# Problem to work on:
Please report every line in the entries that contains the string "setLineDash".

Saved entries:
• • • • •
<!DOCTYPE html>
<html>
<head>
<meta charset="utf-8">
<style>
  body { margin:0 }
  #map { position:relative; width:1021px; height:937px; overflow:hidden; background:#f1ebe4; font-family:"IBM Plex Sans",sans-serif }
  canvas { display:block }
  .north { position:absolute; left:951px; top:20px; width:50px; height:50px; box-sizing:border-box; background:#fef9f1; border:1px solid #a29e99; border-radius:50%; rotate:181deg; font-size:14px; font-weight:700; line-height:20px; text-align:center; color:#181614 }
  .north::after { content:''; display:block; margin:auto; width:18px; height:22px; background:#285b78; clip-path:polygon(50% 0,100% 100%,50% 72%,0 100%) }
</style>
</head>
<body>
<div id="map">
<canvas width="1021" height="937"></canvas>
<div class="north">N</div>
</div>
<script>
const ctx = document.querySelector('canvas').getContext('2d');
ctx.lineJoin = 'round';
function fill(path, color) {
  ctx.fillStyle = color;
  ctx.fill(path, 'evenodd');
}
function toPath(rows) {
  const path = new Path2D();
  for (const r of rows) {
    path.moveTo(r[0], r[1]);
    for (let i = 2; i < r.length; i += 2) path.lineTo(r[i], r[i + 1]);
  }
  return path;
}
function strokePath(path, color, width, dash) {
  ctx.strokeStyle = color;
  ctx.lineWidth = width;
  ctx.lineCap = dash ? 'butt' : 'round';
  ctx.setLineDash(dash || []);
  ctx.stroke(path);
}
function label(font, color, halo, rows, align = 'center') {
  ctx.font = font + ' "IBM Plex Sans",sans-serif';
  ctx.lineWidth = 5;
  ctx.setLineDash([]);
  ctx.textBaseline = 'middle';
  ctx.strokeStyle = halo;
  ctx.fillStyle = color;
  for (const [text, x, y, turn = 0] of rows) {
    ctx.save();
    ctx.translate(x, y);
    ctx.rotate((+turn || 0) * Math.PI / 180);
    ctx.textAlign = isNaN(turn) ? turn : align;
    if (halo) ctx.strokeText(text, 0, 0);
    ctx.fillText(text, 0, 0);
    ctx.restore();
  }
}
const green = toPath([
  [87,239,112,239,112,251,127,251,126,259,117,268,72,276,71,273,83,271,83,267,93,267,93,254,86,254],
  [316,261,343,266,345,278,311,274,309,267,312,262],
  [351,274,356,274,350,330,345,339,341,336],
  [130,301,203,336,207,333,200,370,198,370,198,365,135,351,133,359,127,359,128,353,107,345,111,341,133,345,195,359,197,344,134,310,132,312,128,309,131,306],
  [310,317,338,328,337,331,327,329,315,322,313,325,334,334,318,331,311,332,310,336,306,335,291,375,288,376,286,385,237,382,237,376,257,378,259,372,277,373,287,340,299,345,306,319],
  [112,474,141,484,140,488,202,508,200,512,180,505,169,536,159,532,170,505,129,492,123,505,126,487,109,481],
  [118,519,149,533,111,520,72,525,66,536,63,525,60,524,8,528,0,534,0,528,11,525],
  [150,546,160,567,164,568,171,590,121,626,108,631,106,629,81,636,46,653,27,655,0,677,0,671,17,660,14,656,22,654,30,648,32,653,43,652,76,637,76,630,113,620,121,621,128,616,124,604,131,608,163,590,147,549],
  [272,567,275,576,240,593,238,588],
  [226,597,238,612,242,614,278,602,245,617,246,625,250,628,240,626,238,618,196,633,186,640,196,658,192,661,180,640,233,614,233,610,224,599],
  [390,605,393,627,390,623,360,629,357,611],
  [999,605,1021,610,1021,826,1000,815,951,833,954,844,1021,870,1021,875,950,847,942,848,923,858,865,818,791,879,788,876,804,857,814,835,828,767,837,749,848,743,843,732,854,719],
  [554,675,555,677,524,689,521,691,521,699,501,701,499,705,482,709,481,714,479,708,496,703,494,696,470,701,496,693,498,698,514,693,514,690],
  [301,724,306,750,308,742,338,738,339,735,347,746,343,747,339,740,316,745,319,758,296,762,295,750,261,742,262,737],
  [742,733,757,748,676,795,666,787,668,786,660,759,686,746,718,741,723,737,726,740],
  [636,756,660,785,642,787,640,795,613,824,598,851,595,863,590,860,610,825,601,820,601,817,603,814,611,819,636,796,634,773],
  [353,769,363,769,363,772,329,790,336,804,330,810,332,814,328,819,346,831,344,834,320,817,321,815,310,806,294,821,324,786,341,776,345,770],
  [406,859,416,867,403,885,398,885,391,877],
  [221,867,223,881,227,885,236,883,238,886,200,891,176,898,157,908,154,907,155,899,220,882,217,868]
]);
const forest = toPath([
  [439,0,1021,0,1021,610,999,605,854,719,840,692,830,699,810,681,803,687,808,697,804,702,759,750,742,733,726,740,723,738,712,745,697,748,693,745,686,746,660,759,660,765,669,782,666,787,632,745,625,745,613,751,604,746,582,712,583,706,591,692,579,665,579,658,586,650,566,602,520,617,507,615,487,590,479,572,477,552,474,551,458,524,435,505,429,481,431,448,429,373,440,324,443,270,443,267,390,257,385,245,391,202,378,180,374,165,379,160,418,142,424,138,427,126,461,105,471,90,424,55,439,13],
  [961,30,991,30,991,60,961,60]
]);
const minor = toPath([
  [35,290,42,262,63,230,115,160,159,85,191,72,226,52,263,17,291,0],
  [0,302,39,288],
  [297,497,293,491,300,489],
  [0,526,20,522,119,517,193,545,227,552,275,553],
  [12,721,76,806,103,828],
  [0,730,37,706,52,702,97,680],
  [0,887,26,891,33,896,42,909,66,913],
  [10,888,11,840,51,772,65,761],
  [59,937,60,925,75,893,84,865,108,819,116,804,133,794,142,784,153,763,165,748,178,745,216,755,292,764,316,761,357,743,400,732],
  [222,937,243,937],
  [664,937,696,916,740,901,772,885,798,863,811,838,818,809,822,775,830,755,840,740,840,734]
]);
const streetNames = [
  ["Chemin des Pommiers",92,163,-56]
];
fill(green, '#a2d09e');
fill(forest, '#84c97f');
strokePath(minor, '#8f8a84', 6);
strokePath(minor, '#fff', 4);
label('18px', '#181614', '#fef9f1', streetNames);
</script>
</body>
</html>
• • • • •
# Final answer:
  ctx.setLineDash(dash || []);
  ctx.setLineDash([]);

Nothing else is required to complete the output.